== Segment start ==
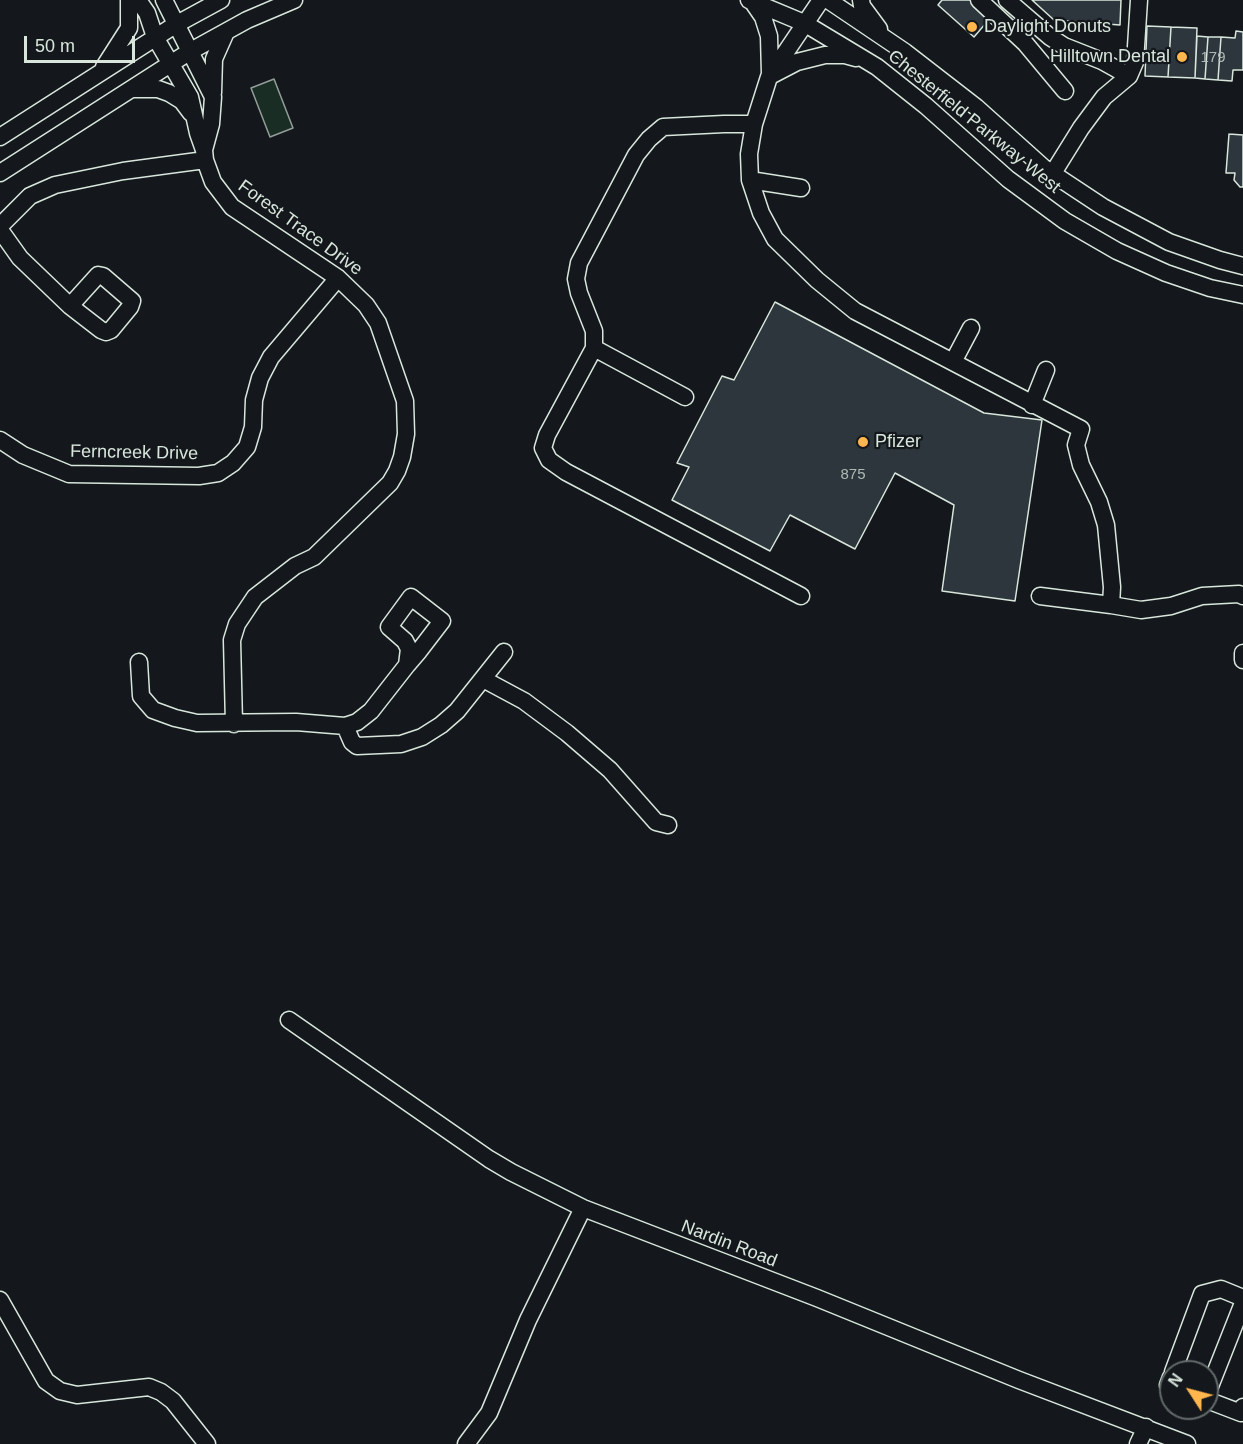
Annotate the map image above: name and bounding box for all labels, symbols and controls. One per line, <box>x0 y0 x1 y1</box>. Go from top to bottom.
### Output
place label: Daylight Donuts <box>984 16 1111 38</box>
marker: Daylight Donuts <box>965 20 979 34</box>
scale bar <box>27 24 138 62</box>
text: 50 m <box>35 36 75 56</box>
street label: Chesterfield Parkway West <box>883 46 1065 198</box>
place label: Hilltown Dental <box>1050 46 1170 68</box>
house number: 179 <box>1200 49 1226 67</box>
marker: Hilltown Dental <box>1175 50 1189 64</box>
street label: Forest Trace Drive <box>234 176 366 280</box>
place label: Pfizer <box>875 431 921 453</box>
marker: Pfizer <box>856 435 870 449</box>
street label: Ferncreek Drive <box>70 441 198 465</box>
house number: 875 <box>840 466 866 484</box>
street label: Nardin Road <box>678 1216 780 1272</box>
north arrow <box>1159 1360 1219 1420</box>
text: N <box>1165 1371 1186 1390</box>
== Segment end ==
* _PROBLEM_: The lines above should be transcribed exactly, with every image removed.

* _SOLVED EXERCISE_:
Annotate the map image above: name and bounding box for all labels, symbols and controls. One per line, <box>x0 y0 x1 y1</box>. Go from top to bottom.
### Output
place label: Daylight Donuts <box>984 16 1111 38</box>
marker: Daylight Donuts <box>965 20 979 34</box>
scale bar <box>27 24 138 62</box>
text: 50 m <box>35 36 75 56</box>
street label: Chesterfield Parkway West <box>883 46 1065 198</box>
place label: Hilltown Dental <box>1050 46 1170 68</box>
house number: 179 <box>1200 49 1226 67</box>
marker: Hilltown Dental <box>1175 50 1189 64</box>
street label: Forest Trace Drive <box>234 176 366 280</box>
place label: Pfizer <box>875 431 921 453</box>
marker: Pfizer <box>856 435 870 449</box>
street label: Ferncreek Drive <box>70 441 198 465</box>
house number: 875 <box>840 466 866 484</box>
street label: Nardin Road <box>678 1216 780 1272</box>
north arrow <box>1159 1360 1219 1420</box>
text: N <box>1165 1371 1186 1390</box>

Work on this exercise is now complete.